Sector performance was highly divided: of the 11 sectors in the S&P 500, 9 declined, with energy leading the decline. The plunge in energy stocks was driven by continued falling oil prices—even if the war isn’t over, oil prices are dropping, which is a double blow to energy companies.

Chip stocks were the only bright spot. Nvidia rose 1.2%, Micron surged 3.5%, and Intel gained 2.6%. The catalyst was TSMC reporting strong sales data, confirming that chip demand remains robust. Amid geopolitical risks, inflation fears, and wild oil prices, chip stocks are among the few certainty in the market.

The Dow 30: 3M led gains with a 2.39% rise, Cisco up 1.84%, and Caterpillar up 1.69%. The biggest losers were Boeing, down 3.20%, Salesforce, down 1.95%, and Chevron, down 1.60%.

Year-to-date: The Dow remains in negative territory, still far from reversing its annual decline.

Oil Prices: Down another 15%, but still 30% above pre-war levels

On Tuesday, oil prices continued to plummet, though the decline slowed.

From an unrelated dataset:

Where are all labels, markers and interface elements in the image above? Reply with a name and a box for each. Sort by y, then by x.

Brent crude fell 11.28% to $87.80 per barrel. WTI crude dropped 11.94% to $83.45 per barrel. This marks the second consecutive day of declines—Monday from $120 to $95, Tuesday further down to the $83–$88 range.

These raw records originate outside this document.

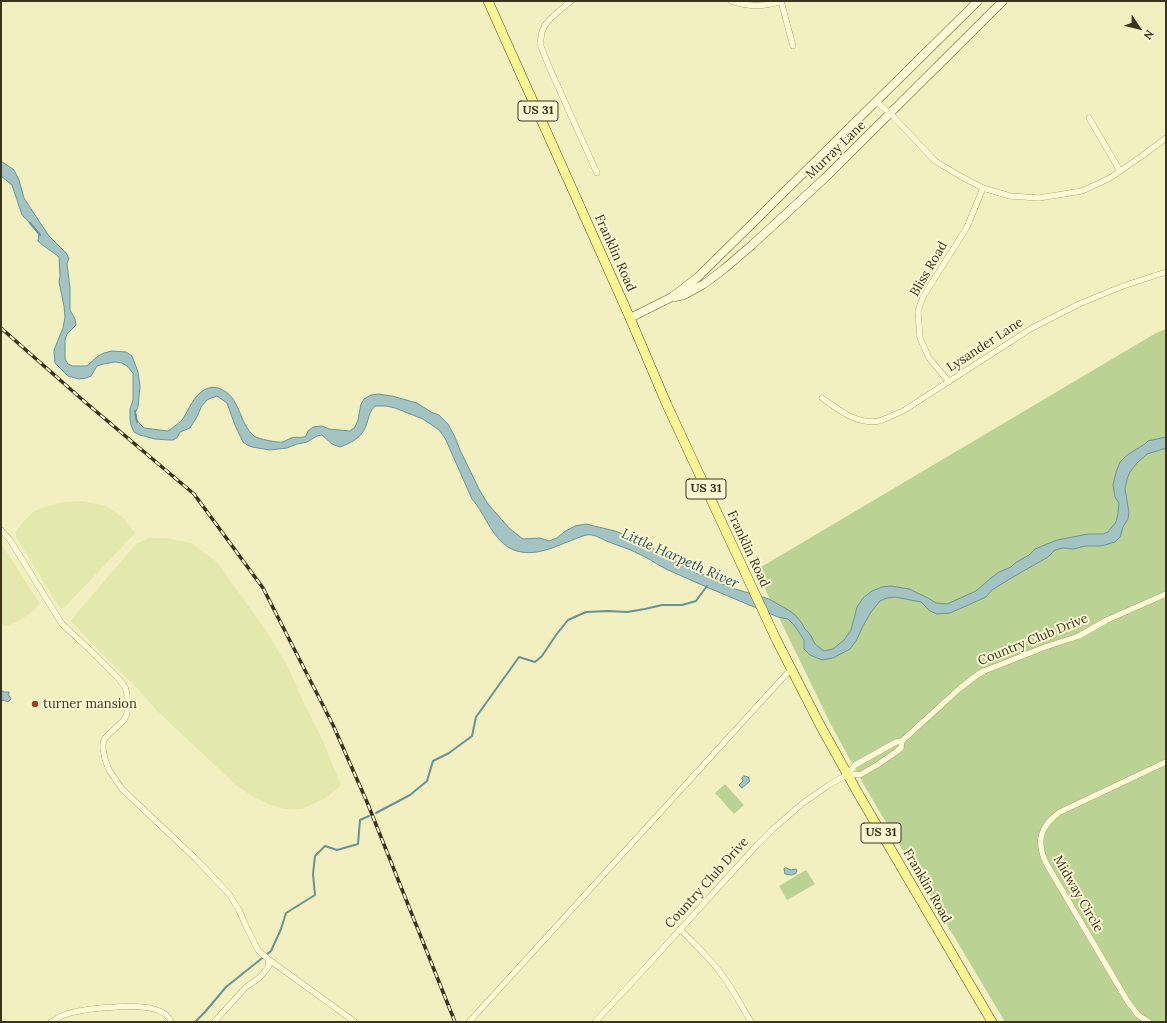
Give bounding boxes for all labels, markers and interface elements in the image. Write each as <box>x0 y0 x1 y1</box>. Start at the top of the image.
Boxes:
north arrow <box>1119 8 1159 48</box>
text: N <box>1141 27 1157 42</box>
road number: US 31 <box>518 101 558 121</box>
street label: Murray Lane <box>803 118 869 182</box>
street label: Franklin Road <box>591 212 639 294</box>
street label: Bliss Road <box>907 239 951 299</box>
street label: Lysander Lane <box>944 314 1026 376</box>
road number: US 31 <box>686 479 726 499</box>
street label: Franklin Road <box>723 508 773 590</box>
water label: Little Harpeth River <box>619 526 741 592</box>
street label: Country Club Drive <box>976 611 1090 669</box>
place label: turner mansion <box>43 696 137 712</box>
marker: turner mansion <box>30 699 40 709</box>
road number: US 31 <box>861 823 901 843</box>
street label: Country Club Drive <box>662 834 752 932</box>
street label: Franklin Road <box>900 846 954 926</box>
street label: Midway Circle <box>1050 853 1106 935</box>

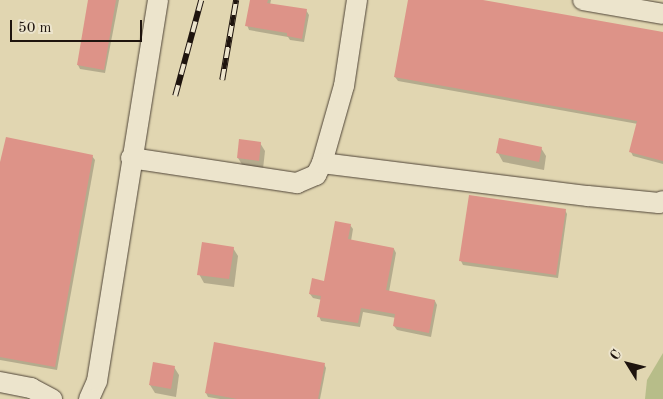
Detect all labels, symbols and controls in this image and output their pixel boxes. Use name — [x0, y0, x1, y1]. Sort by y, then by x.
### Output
scale bar — [12, 10, 145, 42]
text: 50 m — [18, 21, 52, 36]
north arrow — [603, 339, 653, 389]
text: С — [607, 347, 624, 363]

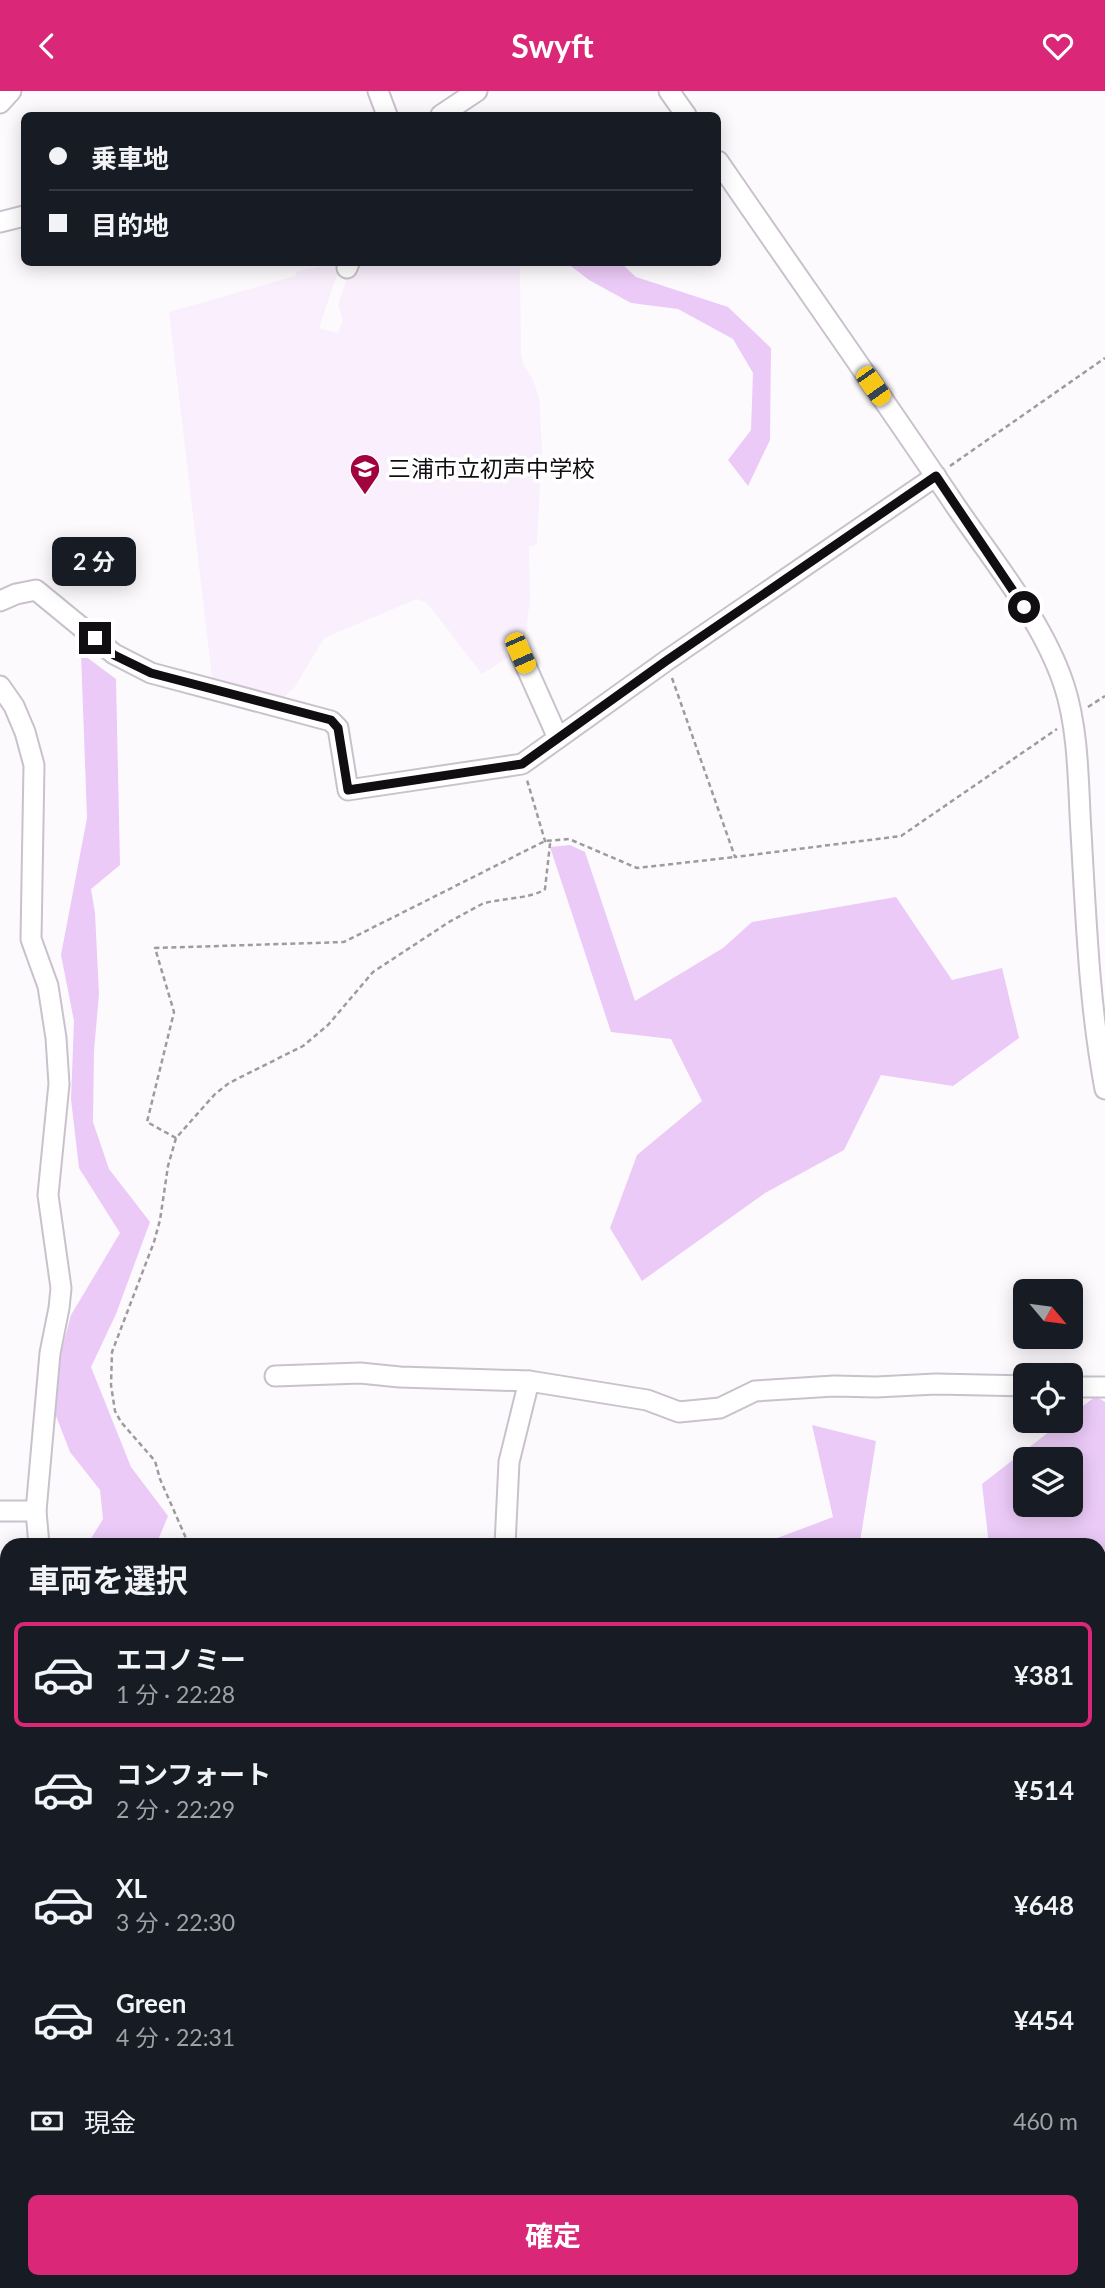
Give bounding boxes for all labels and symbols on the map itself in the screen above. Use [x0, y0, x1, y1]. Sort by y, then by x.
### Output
car [853, 363, 894, 409]
school or university icon: 三浦市立初声中学校 [348, 452, 382, 496]
place label: 三浦市立初声中学校 [388, 454, 595, 482]
callout: 2 分 [53, 537, 137, 585]
route start [1008, 591, 1040, 623]
route end [79, 622, 111, 654]
car [502, 630, 539, 676]
north arrow [1013, 1279, 1083, 1349]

Over two days, prices have fallen more than 30%, yet remain 25-30% above pre-war levels. Before the conflict (February 28), Brent was about $73, and WTI around $67. Even after two days of sharp declines, oil prices are still roughly $20–$25 above pre-war levels.

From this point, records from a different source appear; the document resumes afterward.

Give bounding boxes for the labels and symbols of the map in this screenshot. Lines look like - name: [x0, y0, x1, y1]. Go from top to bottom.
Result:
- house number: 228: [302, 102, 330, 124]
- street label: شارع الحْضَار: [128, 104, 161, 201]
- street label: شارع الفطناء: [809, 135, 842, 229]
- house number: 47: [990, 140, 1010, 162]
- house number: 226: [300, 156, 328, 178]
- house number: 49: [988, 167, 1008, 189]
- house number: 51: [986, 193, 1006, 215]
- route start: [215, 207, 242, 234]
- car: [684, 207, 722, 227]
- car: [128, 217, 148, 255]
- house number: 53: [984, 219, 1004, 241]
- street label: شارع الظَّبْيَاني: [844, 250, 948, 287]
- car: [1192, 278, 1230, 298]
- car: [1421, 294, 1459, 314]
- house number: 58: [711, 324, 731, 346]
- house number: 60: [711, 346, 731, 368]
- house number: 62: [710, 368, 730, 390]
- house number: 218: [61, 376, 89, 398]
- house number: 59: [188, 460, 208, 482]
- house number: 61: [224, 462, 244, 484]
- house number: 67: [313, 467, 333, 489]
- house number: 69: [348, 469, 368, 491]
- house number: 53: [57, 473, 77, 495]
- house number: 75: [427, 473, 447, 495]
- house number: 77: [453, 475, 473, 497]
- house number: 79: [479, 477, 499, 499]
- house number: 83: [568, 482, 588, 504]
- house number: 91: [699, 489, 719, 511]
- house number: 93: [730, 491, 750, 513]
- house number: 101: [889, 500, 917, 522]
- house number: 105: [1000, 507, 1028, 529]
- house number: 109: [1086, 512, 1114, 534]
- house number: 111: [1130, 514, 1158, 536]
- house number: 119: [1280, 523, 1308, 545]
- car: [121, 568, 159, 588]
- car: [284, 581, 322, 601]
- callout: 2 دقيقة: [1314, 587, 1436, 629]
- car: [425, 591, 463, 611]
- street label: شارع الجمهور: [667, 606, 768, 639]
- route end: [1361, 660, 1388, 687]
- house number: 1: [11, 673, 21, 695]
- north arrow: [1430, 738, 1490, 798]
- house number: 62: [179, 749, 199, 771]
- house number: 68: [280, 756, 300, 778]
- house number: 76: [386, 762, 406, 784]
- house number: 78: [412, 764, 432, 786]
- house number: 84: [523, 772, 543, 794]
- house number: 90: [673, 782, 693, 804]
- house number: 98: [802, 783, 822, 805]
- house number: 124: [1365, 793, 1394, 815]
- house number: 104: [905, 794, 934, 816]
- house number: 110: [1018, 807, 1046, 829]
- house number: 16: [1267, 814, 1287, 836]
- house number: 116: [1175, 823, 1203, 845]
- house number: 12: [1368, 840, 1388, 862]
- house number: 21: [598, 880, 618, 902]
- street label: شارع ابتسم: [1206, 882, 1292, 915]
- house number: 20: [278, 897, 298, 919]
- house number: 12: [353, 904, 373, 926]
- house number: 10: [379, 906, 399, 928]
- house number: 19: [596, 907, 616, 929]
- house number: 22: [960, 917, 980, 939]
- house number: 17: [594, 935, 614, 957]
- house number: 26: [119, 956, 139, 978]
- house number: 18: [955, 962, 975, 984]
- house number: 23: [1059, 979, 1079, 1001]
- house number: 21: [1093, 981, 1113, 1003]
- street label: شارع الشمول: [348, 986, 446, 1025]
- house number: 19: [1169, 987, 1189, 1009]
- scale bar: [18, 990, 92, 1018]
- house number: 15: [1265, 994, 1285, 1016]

The catalyst for Tuesday’s plunge was still Trump’s statement in a CBS interview that the war is “basically over.” The market chose to believe the president rather than the White House’s clarification.

However, then U.S. Defense Secretary Pete Hegseth dampened optimism. At a Pentagon briefing, he said the war would not end until the “enemy is thoroughly and decisively defeated,” according to the U.S. timetable. This suggests the conflict could last weeks or even months.

The International Energy Agency (IEA) Executive Director Fatih Birol issued a statement on Tuesday, saying IEA member countries will meet to assess current supply security and market conditions. This hints at a possible release of strategic oil reserves—if that happens, oil prices could fall further.

Saudi Arabia warned of catastrophic consequences. Saudi Aramco, the world’s largest oil exporter, warned Tuesday that if oil flows through the Strait of Hormuz cannot be restored, it will have “disastrous consequences” for the oil market.

Oil prices are now in a delicate balance: Trump says the war is ending → prices plunge; Pentagon says the war isn’t over → but the market no longer believes it.

Gold: Surges 2.4%, back above $5,200

On Tuesday, gold staged a strong rebound.

Gold soared 2.44% to $5,228 per ounce, gaining $124.70 in a single day. This completely erased Monday’s decline and set a new high for the rebound. Silver performed even better, jumping 6.25% to $89.81 per ounce, with gains 2.5 times those of gold.

Why are safe-haven assets surging? Three reasons:

First, the drop in oil prices from nearly $120 alleviates inflation pressures, boosting expectations of Fed rate cuts. Falling oil → lower inflation expectations → higher likelihood of Fed rate cuts → gold benefits.

Second, the dollar’s movement was stagnant. On Monday, a surge in the dollar suppressed gold; on Tuesday, the dollar paused its rally, giving gold a breather.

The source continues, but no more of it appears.